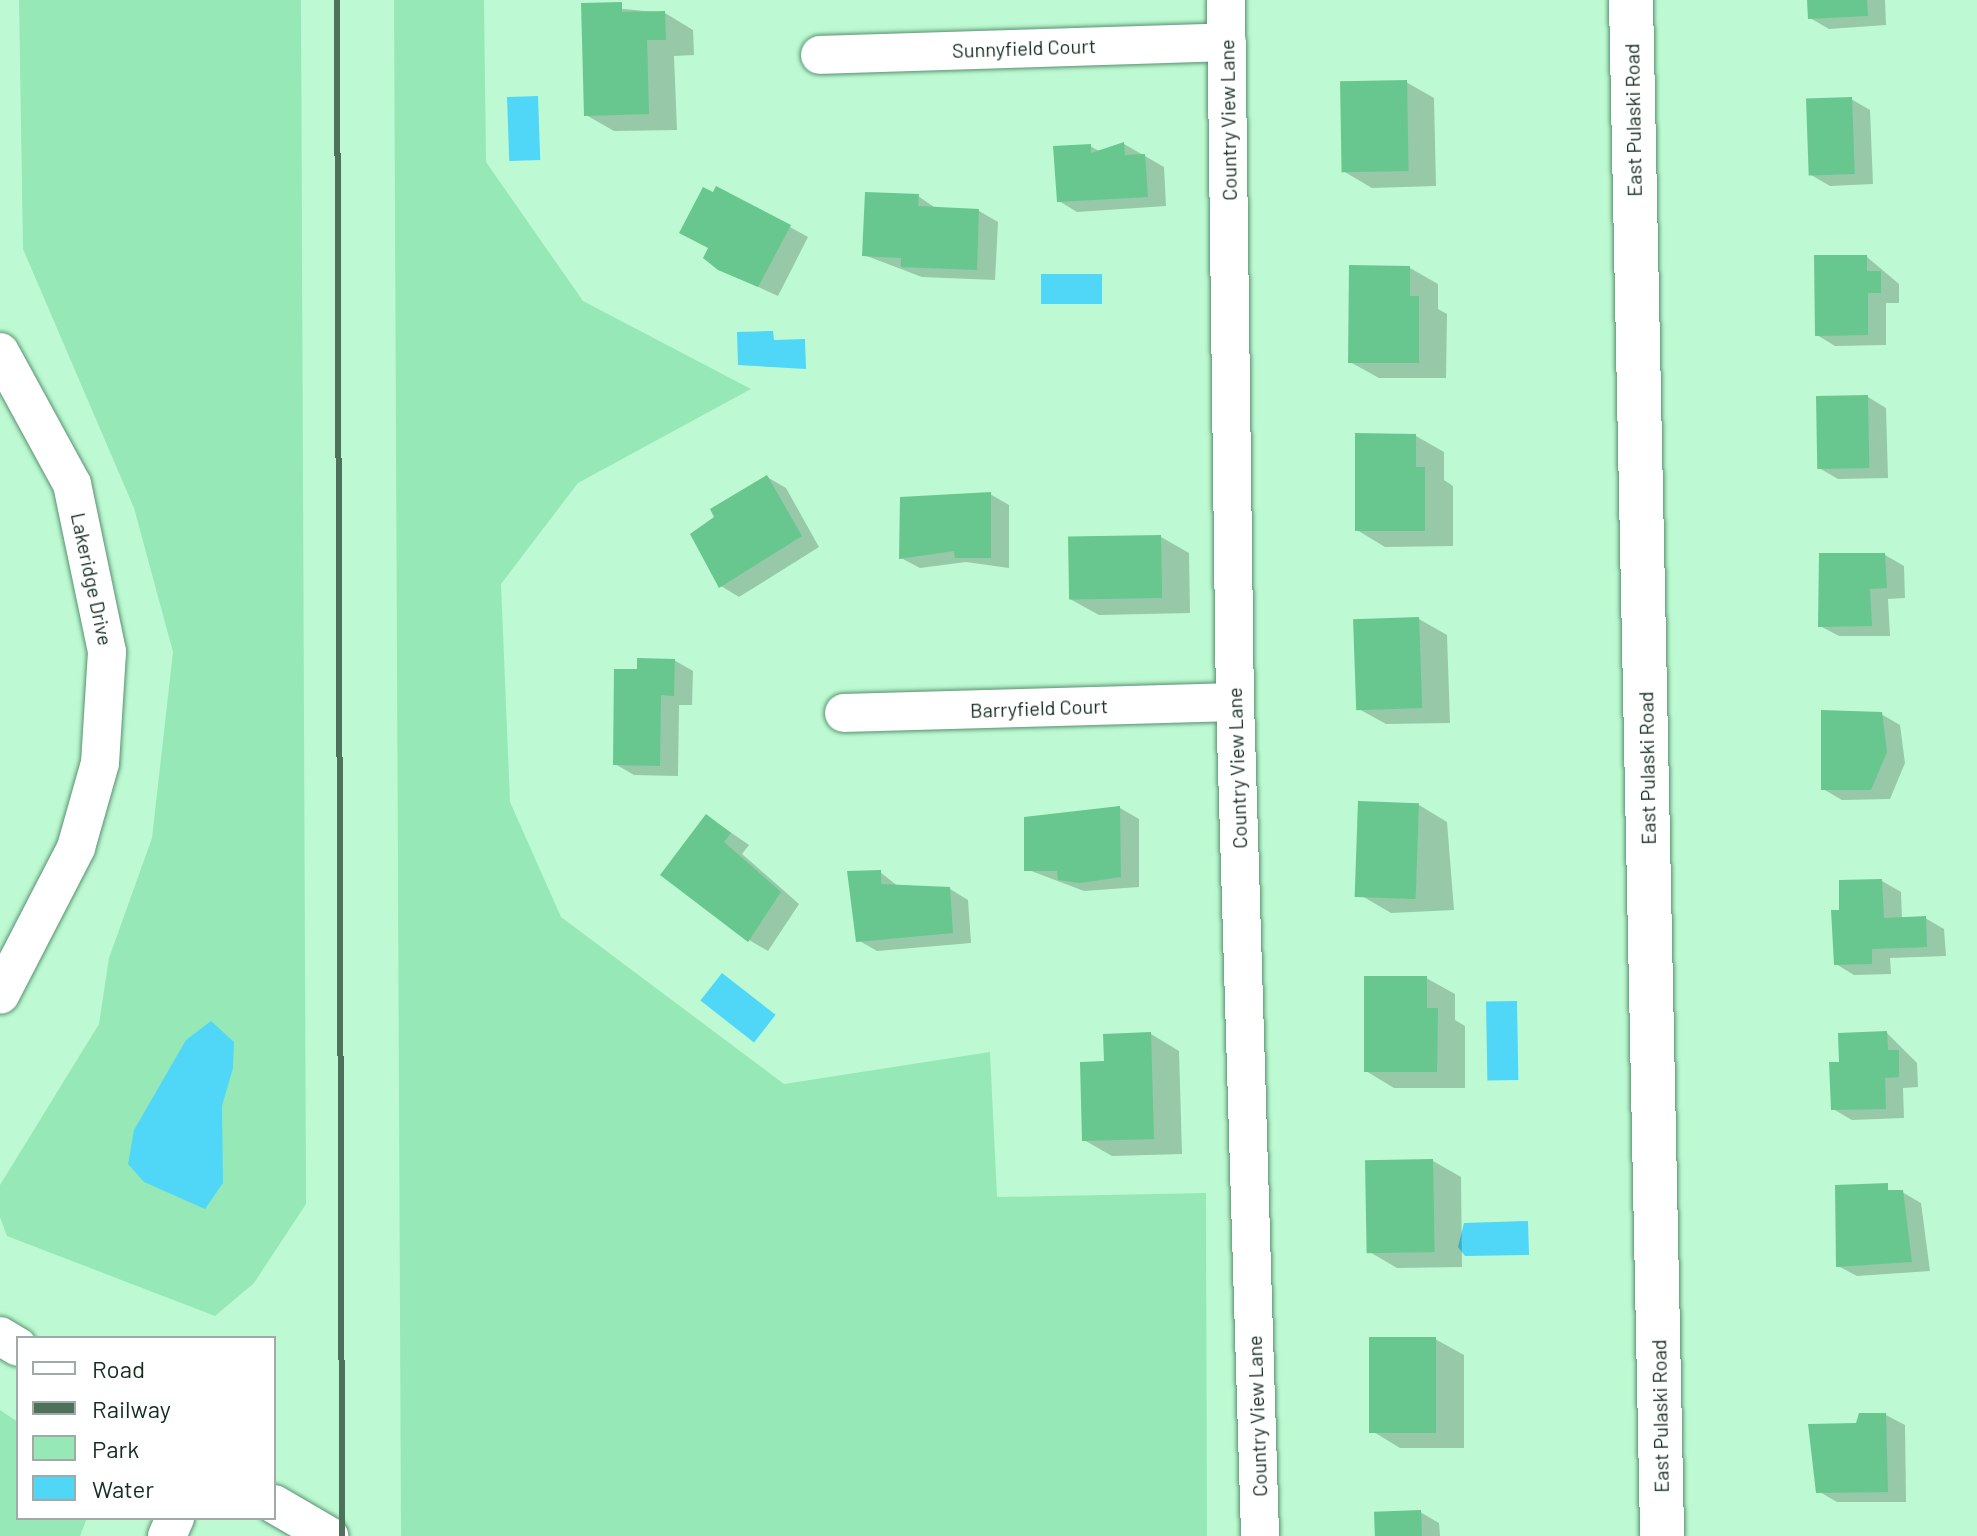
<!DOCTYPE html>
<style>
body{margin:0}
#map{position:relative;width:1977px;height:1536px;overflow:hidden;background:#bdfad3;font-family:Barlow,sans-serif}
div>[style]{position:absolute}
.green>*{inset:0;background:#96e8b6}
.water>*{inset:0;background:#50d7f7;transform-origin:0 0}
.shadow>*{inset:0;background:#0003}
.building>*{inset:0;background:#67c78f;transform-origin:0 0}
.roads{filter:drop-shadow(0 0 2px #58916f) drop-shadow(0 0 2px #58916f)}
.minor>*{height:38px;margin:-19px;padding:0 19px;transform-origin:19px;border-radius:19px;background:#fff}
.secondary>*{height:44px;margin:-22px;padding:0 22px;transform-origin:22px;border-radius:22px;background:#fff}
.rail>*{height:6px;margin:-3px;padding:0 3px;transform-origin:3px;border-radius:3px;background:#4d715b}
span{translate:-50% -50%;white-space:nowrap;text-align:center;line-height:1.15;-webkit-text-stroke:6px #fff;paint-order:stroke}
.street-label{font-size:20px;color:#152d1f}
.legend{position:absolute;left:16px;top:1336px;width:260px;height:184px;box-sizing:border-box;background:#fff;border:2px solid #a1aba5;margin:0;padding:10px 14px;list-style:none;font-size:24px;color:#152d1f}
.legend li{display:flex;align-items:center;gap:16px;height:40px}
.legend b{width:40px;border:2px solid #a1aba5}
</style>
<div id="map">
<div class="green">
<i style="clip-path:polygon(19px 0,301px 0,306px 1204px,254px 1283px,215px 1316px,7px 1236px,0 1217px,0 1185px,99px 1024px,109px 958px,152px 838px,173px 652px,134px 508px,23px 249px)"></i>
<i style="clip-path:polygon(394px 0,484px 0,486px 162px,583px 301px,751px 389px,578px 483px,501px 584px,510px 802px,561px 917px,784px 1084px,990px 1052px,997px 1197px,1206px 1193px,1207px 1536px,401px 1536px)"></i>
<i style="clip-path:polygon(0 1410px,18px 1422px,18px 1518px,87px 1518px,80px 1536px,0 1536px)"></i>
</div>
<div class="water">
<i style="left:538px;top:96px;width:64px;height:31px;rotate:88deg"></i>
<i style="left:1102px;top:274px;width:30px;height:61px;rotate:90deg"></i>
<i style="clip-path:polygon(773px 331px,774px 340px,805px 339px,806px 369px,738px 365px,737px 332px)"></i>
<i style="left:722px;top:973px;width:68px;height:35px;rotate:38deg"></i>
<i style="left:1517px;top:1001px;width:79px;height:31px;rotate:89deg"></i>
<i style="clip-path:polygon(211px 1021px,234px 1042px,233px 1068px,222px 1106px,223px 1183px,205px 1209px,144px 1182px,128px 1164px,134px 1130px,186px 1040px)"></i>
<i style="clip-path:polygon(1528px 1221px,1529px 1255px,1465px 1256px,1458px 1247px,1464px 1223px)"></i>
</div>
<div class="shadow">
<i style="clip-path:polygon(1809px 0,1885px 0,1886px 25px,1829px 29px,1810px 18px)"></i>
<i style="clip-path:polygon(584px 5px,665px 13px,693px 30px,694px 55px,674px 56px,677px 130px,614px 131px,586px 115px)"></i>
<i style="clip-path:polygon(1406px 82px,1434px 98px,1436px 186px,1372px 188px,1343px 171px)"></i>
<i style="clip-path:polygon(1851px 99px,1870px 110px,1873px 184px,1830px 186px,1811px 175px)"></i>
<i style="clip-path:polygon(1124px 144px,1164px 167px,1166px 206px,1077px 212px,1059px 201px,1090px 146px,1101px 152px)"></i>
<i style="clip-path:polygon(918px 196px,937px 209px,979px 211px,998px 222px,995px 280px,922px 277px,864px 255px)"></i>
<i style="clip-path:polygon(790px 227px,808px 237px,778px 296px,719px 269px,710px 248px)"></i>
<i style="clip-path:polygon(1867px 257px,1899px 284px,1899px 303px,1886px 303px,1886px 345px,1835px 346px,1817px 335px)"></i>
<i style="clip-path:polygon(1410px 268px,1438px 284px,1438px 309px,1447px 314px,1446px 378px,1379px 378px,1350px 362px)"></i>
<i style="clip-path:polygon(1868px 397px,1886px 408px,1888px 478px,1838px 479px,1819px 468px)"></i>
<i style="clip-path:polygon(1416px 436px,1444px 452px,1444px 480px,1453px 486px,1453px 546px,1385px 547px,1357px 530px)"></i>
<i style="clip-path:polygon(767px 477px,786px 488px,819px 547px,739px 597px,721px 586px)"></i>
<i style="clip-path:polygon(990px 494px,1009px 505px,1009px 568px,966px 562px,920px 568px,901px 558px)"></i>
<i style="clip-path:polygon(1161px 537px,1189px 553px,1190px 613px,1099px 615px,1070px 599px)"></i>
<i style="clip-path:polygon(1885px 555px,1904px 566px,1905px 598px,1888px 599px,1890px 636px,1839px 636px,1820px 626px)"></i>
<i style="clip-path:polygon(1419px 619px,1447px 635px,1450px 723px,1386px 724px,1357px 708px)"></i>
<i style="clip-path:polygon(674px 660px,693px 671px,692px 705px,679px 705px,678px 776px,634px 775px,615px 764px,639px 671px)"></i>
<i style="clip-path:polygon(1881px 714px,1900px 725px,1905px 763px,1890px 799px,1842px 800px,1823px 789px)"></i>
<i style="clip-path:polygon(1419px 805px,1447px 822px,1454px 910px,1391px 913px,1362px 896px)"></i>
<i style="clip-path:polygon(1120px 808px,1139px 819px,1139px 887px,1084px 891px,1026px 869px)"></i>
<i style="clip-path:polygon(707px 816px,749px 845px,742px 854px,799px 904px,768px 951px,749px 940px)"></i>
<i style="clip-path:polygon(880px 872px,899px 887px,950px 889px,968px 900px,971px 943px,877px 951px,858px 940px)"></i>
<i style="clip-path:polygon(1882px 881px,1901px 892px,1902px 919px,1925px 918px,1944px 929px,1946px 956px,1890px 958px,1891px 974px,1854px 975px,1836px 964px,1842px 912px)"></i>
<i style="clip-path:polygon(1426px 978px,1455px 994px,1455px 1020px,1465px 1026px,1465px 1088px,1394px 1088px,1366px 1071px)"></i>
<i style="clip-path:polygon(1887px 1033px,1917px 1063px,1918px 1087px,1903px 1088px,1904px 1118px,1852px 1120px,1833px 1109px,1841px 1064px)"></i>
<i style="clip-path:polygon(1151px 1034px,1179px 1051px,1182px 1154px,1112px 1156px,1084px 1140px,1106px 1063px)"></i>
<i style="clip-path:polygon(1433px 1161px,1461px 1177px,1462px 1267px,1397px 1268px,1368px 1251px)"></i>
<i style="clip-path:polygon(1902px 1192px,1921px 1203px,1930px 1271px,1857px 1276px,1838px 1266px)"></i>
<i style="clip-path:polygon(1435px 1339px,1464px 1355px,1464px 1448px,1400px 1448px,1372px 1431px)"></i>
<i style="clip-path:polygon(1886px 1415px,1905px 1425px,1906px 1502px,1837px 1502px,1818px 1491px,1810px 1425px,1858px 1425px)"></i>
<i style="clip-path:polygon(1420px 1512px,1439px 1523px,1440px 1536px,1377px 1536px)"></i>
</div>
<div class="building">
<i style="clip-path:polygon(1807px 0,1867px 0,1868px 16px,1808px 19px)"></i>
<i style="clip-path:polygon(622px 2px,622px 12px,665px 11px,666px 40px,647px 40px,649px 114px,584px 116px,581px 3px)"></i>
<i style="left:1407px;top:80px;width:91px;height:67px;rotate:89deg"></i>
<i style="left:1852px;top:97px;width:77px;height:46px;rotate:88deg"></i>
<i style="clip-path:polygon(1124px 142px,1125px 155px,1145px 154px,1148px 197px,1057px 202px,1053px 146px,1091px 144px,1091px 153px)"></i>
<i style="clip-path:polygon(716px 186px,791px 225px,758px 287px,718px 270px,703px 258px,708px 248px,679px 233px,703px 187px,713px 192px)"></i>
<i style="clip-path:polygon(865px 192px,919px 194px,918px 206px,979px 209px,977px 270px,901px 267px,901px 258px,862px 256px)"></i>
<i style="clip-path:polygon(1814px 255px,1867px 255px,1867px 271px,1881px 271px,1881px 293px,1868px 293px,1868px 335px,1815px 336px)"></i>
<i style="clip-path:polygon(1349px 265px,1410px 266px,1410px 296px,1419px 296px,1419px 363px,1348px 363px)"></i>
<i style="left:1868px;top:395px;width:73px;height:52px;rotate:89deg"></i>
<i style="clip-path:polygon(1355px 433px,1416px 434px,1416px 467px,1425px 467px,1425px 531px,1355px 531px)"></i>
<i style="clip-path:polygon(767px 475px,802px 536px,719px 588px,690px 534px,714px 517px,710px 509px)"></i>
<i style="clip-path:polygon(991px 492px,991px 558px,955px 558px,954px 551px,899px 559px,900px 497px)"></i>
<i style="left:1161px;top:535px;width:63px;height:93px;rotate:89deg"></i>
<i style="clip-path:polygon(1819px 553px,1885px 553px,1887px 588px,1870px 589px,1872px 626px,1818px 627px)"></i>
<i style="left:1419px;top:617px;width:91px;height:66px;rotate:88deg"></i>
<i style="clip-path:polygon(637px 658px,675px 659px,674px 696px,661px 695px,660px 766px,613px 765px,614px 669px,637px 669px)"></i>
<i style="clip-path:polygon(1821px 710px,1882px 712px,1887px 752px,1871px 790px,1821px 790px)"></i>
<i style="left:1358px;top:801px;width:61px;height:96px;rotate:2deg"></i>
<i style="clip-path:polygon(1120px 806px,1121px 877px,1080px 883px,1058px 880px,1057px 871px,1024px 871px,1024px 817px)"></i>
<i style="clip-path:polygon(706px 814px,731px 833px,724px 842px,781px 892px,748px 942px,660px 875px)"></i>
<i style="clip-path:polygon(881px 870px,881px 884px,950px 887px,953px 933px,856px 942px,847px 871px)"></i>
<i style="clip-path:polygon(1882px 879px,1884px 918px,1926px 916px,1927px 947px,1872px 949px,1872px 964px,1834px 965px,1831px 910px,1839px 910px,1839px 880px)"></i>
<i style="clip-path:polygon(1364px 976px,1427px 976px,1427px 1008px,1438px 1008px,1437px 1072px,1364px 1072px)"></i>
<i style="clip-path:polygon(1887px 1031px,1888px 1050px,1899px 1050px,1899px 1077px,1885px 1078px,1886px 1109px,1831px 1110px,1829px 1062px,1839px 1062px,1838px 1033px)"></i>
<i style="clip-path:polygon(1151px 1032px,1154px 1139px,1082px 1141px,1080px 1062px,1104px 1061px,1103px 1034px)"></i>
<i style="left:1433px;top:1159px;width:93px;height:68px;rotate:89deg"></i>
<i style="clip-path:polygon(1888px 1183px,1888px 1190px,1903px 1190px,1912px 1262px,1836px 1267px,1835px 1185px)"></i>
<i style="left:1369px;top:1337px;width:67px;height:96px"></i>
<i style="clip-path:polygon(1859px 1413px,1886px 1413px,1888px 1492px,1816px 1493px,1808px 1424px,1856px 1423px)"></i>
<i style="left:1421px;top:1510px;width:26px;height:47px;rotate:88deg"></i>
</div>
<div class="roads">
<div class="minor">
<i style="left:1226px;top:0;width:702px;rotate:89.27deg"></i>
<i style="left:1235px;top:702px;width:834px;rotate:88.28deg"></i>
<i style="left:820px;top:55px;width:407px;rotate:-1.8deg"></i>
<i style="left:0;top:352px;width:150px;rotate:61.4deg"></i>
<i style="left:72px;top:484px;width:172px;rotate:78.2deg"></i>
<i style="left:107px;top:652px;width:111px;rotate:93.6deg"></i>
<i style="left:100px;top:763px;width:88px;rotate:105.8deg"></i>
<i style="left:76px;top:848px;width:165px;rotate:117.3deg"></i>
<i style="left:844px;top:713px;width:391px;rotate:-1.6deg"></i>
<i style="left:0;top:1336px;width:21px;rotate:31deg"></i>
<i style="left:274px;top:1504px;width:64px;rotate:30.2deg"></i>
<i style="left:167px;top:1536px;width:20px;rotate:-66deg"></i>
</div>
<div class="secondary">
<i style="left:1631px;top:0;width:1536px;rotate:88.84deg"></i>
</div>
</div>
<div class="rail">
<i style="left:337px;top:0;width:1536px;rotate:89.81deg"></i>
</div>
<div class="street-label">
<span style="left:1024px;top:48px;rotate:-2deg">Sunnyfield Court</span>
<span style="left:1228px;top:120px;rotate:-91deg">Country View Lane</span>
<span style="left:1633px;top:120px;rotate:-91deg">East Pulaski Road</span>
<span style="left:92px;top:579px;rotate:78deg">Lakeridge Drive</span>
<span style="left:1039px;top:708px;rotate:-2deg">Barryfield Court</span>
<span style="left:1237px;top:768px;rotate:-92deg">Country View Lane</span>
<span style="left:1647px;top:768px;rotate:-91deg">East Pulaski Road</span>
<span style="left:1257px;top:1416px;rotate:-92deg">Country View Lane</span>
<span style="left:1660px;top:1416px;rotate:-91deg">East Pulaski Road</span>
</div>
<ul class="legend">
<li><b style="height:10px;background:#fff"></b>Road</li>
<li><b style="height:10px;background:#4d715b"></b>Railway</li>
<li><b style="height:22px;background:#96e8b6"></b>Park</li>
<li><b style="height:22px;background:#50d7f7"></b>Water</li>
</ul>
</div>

-----

The lines from the start of the records above through the line that holds "2px #58916f) drop-shadow(0" are to be copied exactly, both ends included, and no pictures are to be copied.

▶ ANSWER
<!DOCTYPE html>
<style>
body{margin:0}
#map{position:relative;width:1977px;height:1536px;overflow:hidden;background:#bdfad3;font-family:Barlow,sans-serif}
div>[style]{position:absolute}
.green>*{inset:0;background:#96e8b6}
.water>*{inset:0;background:#50d7f7;transform-origin:0 0}
.shadow>*{inset:0;background:#0003}
.building>*{inset:0;background:#67c78f;transform-origin:0 0}
.roads{filter:drop-shadow(0 0 2px #58916f) drop-shadow(0 0 2px #58916f)}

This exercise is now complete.